The newest Charles Todd mystery has arrived, THE CONFESSION, and it's the 14th in the Inspector Ian Rutledge series (the other Todd series features Bess Crawford). This one gives a quick glimpse of action in 1915, then takes us, with Inspector Rutledge, to the London summer of 1920, when a man arrives at Rutledge's Scotland Yard office to make a near-deathbed confession: He is Wyatt Russell, he says, and he killed a man -- not in the recently ended Great War, but in 1915 nonetheless, and the victim was his foster brother Justin Fowler. Rutledge can obtain almost no further details from this frail confessing killer, except that he's now dying of an inoperable tumor himself, is being treated with morphine for pain, and will assert that his own confession is merely the morphine speaking, if Rutledge attempts to detain him.
What's to be done with this odd confession? Long-time readers of the series will feel no surprise that Rutledge, moved by both compassion for this frail person and determination to get to the bottom of a possible crime, accompanies the presumed murderer to lunch at a posh hotel not far away. Little in the way of explanations comes from the time spent dining together, but the case picks up urgency when the confessing man's body is found a few days later, in the Thames, not a suicide but clearly the victim himself of a gunshot to the back of the head.
As a result, Inspector Rutledge begins a sequence of journeys to a house in the Essex marshes, River's Edge, where Wyatt Russell had resided, and to the oddly frightened and angry villagers who live nearby in the village of Furnham. The case that unfurls involves an extended family, deaths in and around the war, and a much older history that carries threats and the presence of evil, creeping into Rutledge's investigation in multiple ways.
It's a neatly plotted mystery, tight, careful, intriguing, and redolent of "place" -- the isolated areas of England's seacoast where secrets may be carried through the generations. And in that way it resembles Rutledge #10, A Pale Horse. First-time readers of the Todd books will enjoy the careful turns of the narrative and the quiet strength that Rutledge brings to the investigation.
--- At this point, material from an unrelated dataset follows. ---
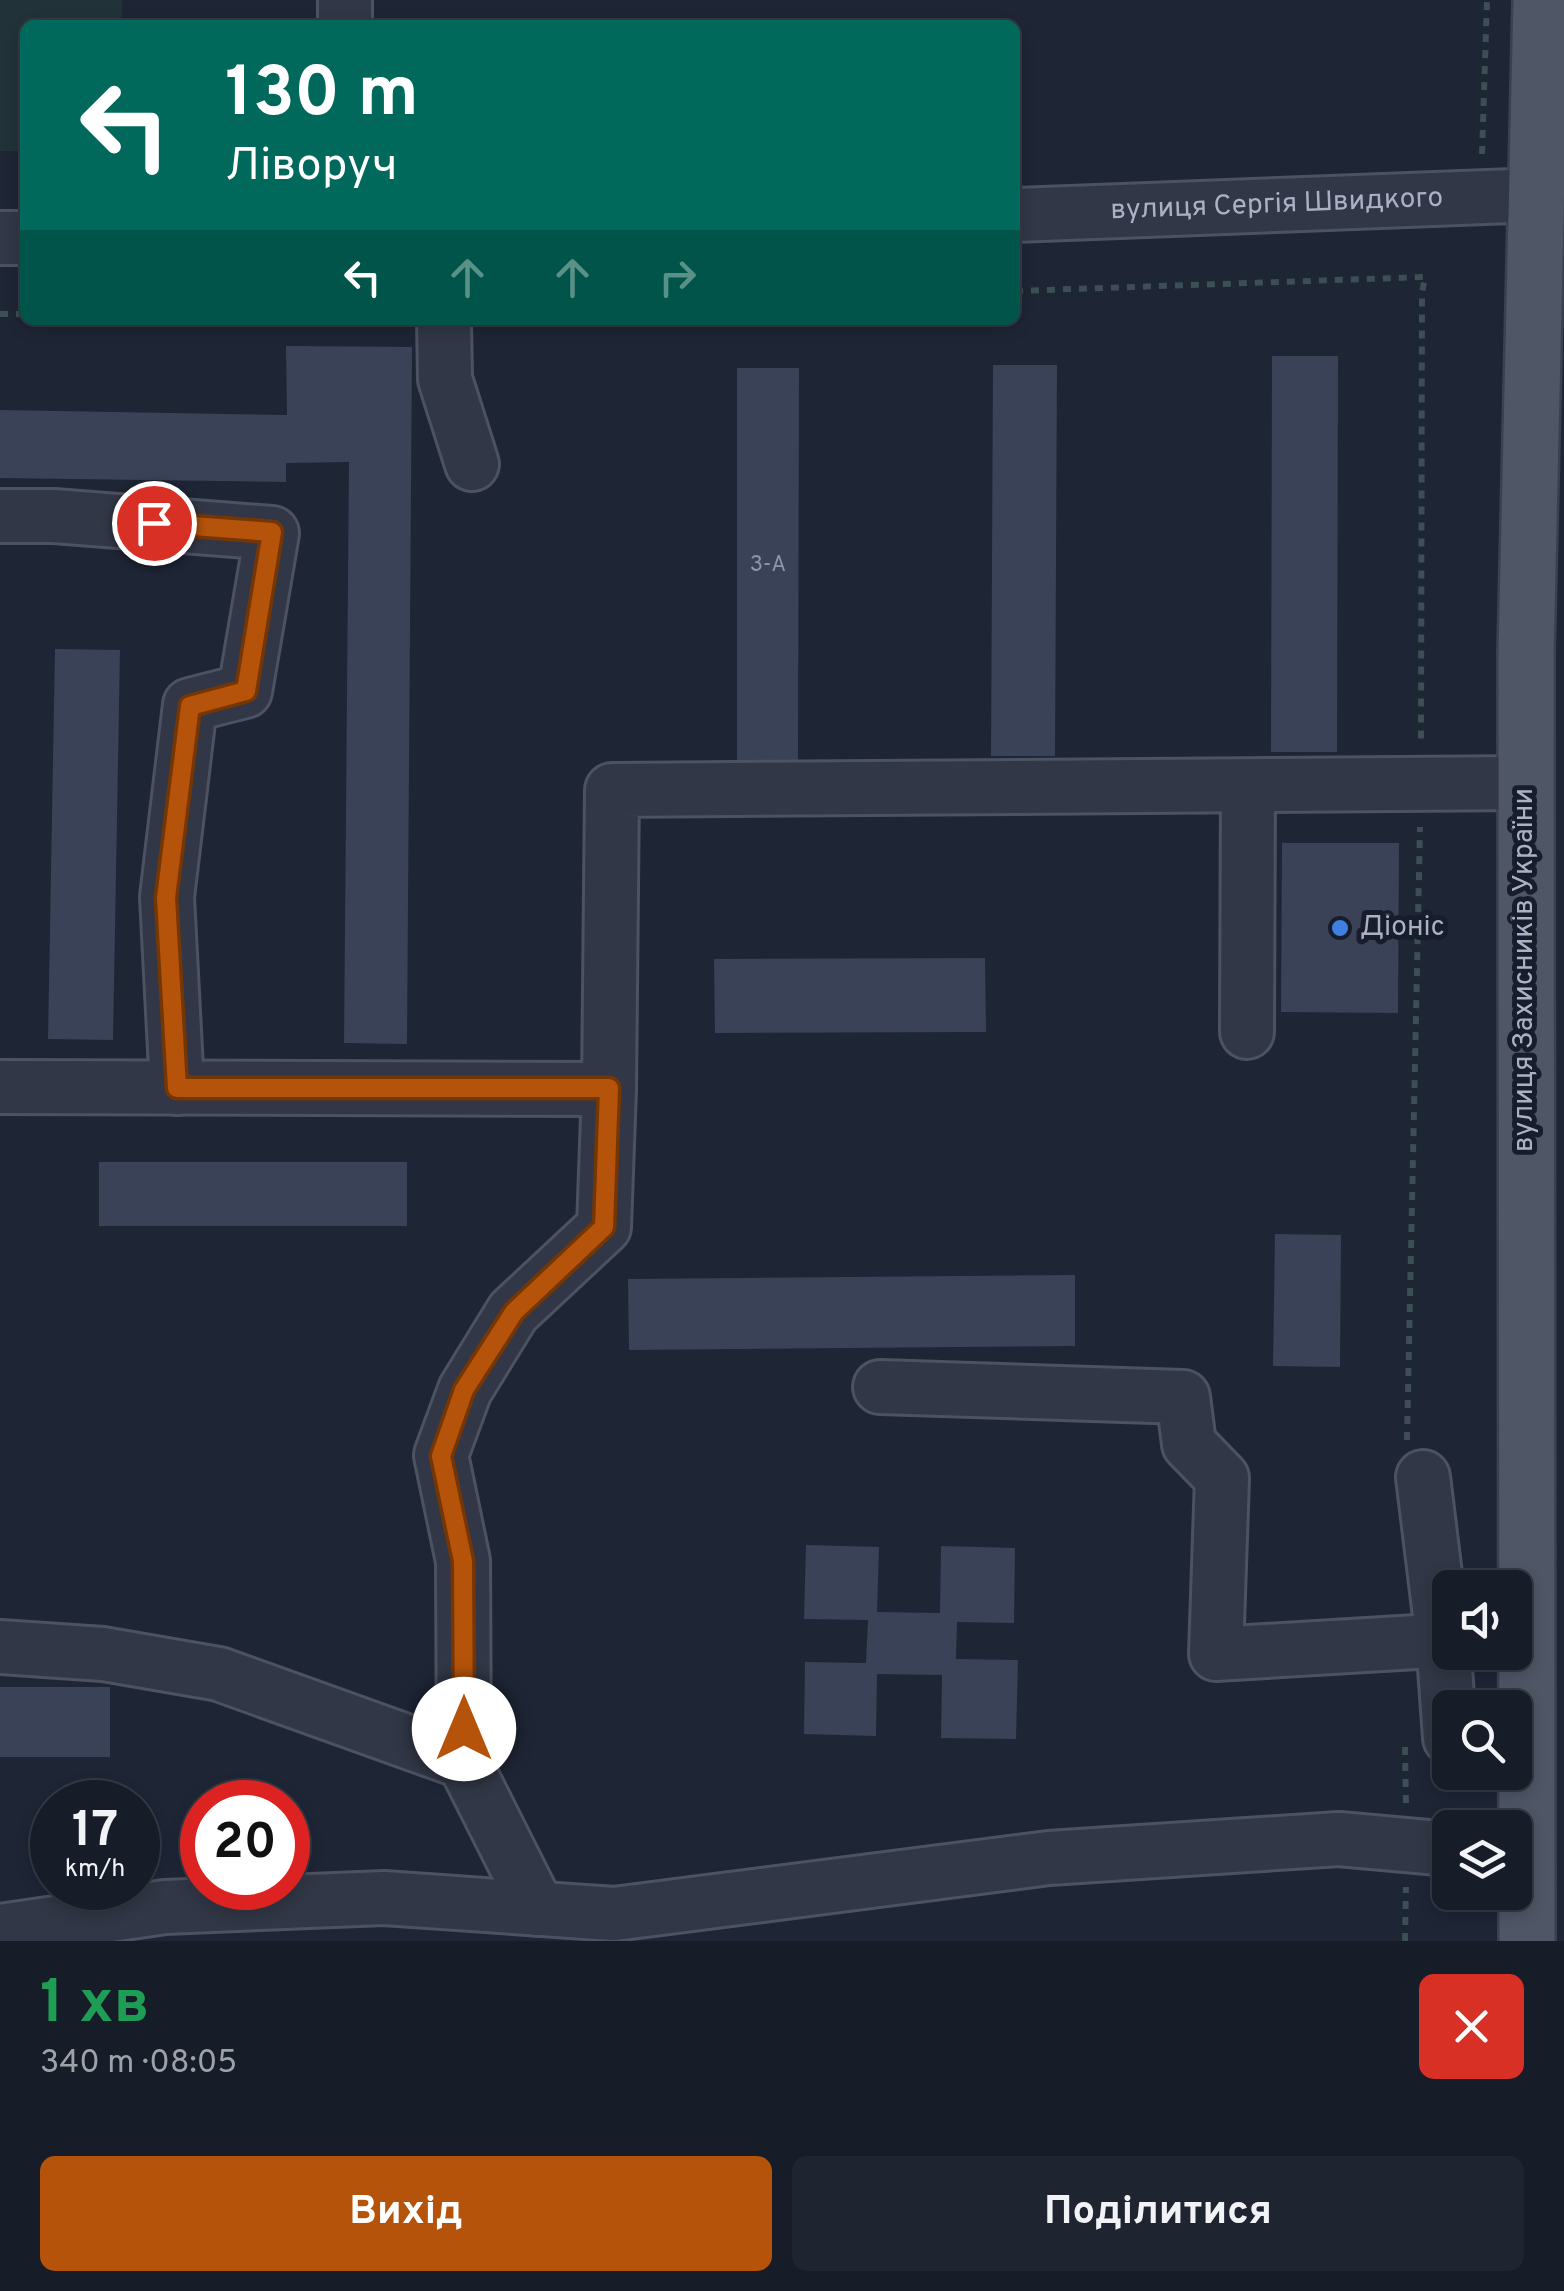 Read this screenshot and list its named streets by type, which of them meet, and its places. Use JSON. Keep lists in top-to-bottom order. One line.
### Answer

On the other hand, as a fan from book 1 all the way through, I was sorry that three elements of some of the earlier Rutledge books were absent from this one: (1) the eerie power of the voice of a dead man that haunts Rutledge due to mingled shell shock and guilt (Hamish's voice in THE CONFESSION is never really more than a set of subconscious awarenesses of the case and its possible issues; there is no threat conveyed from Hamish to Rutledge); (2) the grating and recognizable friction and persecution that Rutledge has endured as Scotland Yard, due in part to being well educated and in part to the shame of having had treatment for shell shock; and (3) the presence of serious fear and loss that Rutledge must overcome (yes, he gets hurt a bit, but almost as a side effect, without fuss). Moreover, the longings that Charles Todd (a son-and-mother writing team of Anglophiles living in the United States) has portrayed in Rutledge in earlier books -- longings for friendship, romance, trust -- again have little presence or force in this book, and the curious past figure of Meredith Channing, significant in Rutledge's post-war life, is here merely a shadow mentioned every so often without explanation.
So this is one of those odd books that will, I believe, be enjoyed more by the reader who's new to Charles Todd and the wonderful post-World War I investigations created by the author team -- and less by those who have appreciated the unease and quirkiness underlying the earlier volumes, a disturbing portrait of national regret and loss that feels at times close to the powerful "Regeneration" novels by Pat Barker, set in the same period.
That said, I don't regret a minute of the time spent reading this well-written and strong investigation. I only hope the next Rutledge title will have a bit more of the aspects that have best differentiated the series in the past.